■ MATERIAL FOR THE TASK
·····

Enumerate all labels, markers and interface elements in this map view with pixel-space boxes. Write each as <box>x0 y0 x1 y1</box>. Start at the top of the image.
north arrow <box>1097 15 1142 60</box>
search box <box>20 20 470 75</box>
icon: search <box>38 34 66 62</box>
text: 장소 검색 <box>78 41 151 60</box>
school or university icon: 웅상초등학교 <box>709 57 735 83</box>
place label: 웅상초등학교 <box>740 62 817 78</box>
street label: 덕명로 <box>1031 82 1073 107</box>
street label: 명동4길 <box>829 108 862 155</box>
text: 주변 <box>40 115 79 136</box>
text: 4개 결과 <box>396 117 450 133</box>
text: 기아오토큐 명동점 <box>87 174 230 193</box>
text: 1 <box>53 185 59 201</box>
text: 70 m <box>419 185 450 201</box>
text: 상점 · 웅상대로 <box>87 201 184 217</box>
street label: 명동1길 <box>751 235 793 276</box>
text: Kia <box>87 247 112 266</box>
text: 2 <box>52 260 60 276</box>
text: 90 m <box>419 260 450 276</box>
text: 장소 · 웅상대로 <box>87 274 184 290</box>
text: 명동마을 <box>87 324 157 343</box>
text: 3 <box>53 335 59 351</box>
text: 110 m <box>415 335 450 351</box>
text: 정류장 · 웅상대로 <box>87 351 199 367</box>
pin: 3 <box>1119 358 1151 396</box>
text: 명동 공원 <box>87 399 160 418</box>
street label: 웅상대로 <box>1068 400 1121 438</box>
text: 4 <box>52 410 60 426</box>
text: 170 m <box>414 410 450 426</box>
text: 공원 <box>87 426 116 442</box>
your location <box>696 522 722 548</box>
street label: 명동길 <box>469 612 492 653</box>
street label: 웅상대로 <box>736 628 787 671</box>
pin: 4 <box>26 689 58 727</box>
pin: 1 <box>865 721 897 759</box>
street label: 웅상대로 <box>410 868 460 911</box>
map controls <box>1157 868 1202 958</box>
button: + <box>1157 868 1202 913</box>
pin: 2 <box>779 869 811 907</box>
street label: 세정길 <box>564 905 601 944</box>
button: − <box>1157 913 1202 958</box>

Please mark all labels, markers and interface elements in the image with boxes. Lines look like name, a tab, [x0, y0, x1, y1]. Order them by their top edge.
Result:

·····

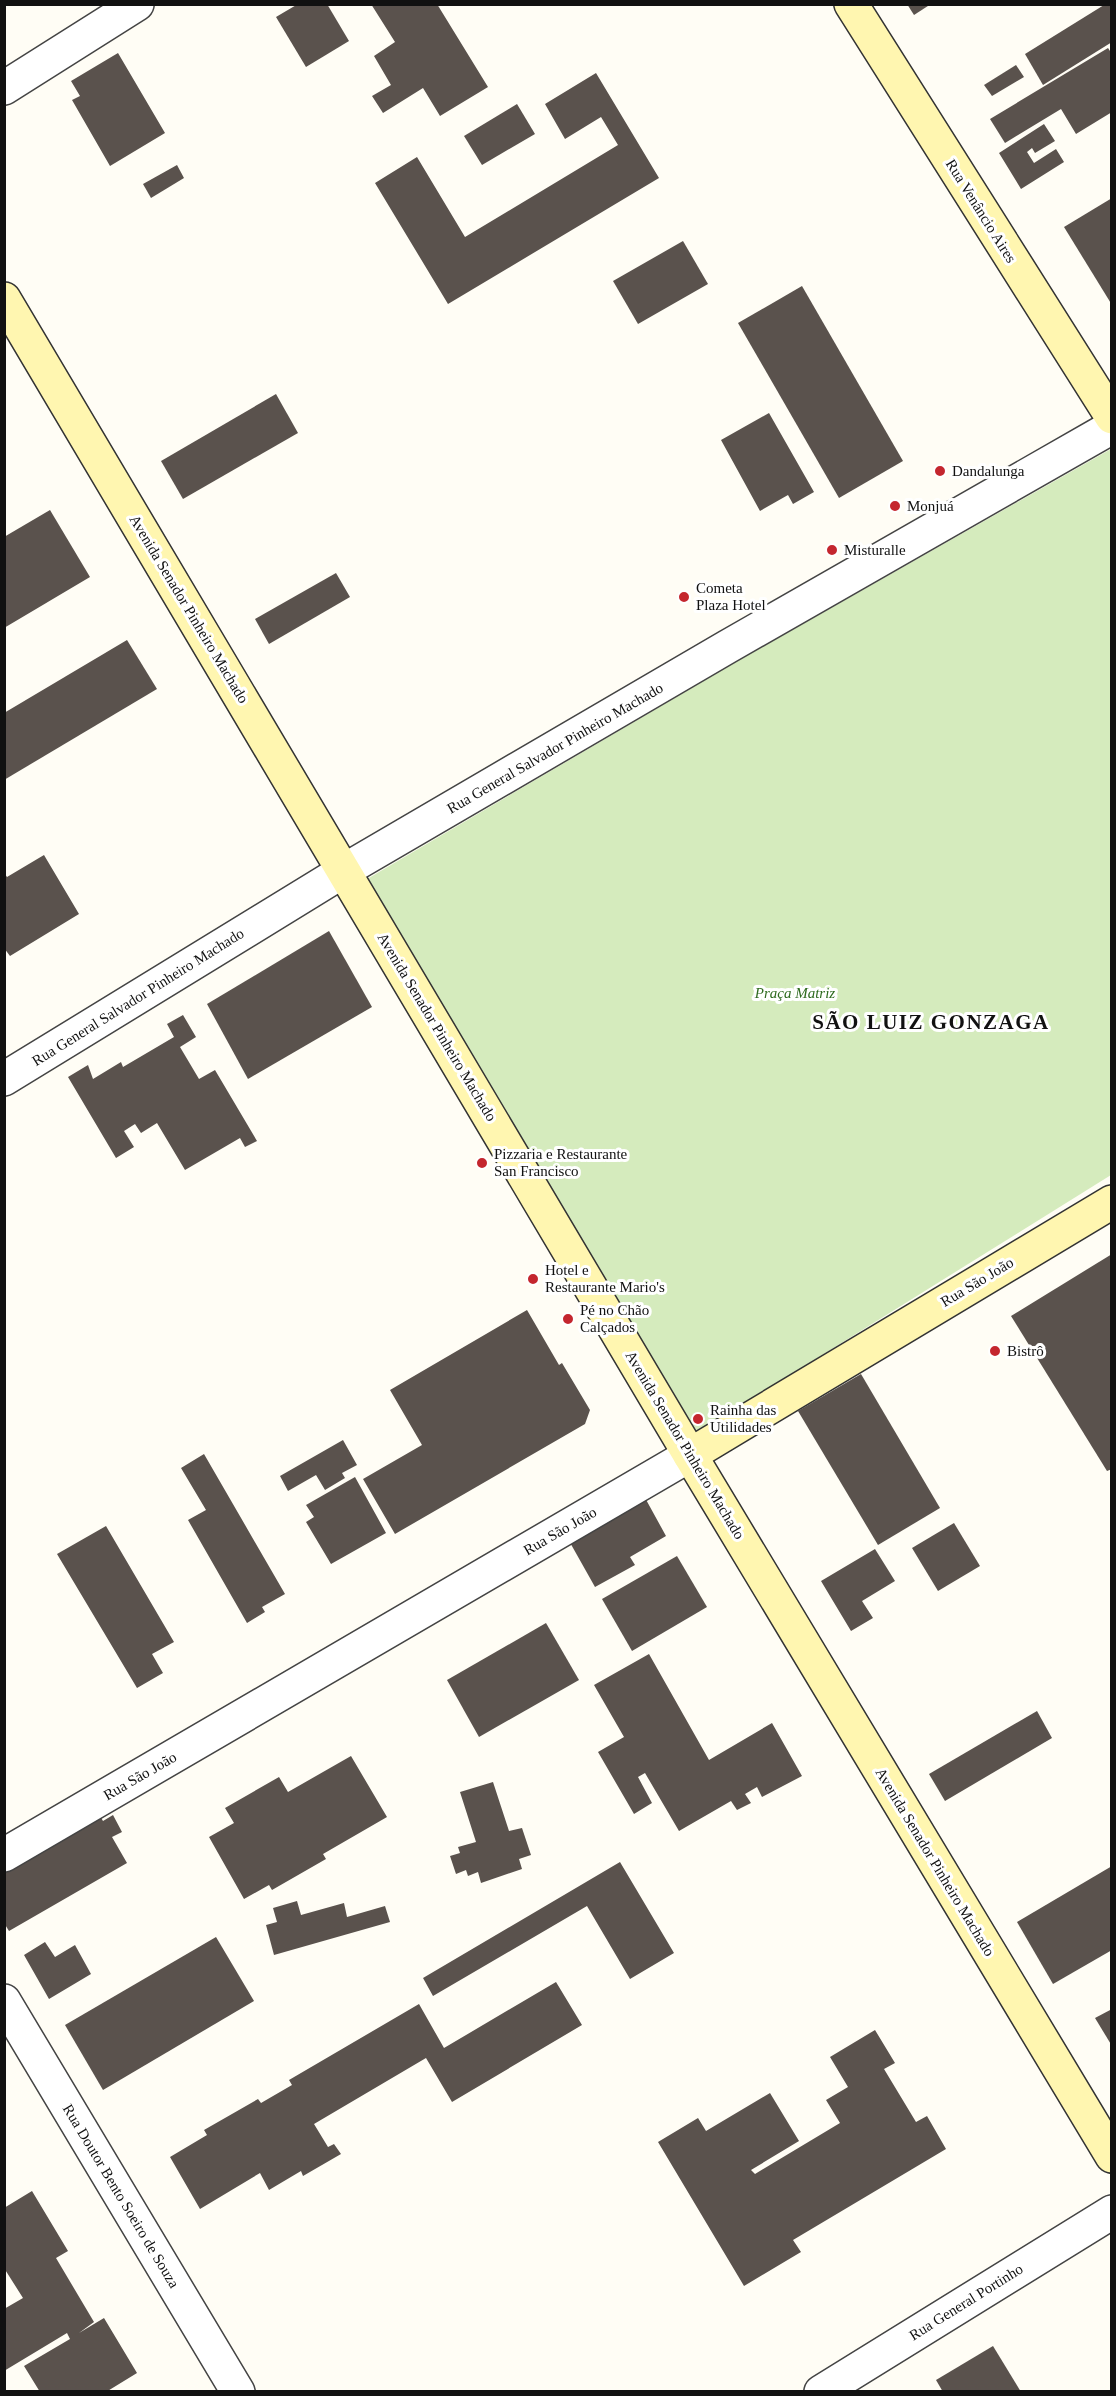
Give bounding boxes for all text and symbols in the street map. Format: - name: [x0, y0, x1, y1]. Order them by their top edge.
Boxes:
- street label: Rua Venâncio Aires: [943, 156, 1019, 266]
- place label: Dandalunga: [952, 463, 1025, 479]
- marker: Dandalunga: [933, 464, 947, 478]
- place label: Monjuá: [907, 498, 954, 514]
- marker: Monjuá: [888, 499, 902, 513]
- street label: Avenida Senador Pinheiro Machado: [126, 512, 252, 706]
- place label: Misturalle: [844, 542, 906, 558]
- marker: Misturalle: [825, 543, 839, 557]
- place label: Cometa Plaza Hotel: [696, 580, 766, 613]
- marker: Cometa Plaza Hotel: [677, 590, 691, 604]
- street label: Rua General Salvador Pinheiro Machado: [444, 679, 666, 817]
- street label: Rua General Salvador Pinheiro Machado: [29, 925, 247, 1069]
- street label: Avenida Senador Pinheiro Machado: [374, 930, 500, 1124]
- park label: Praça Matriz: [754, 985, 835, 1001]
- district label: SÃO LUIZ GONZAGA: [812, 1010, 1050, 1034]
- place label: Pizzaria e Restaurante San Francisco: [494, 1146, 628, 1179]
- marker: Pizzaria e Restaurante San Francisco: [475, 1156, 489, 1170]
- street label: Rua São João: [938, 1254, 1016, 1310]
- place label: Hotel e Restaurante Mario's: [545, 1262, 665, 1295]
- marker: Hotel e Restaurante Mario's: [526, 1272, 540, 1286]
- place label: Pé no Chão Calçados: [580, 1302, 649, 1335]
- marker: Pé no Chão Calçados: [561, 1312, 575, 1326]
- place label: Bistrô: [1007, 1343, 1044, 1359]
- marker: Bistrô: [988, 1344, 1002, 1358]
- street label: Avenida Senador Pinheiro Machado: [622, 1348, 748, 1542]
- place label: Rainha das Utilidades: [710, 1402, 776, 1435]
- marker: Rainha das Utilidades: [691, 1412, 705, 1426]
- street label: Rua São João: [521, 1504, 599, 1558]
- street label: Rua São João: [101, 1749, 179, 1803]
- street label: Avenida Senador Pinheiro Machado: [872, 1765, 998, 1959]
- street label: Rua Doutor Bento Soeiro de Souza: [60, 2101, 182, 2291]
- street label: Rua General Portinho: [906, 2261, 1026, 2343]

·····

■ WHAT IS BEING ASKED
Find the word "them" in the entries above. Copy every line that has it.

■ EXERCISE ANSWER
Please mark all labels, markers and interface elements in the image with boxes. Lines look like name, a tab, [x0, y0, x1, y1]. Order them by their top edge.
Give bounding boxes for all text and symbols in the street map. Format: - name: [x0, y0, x1, y1]. Order them by their top edge.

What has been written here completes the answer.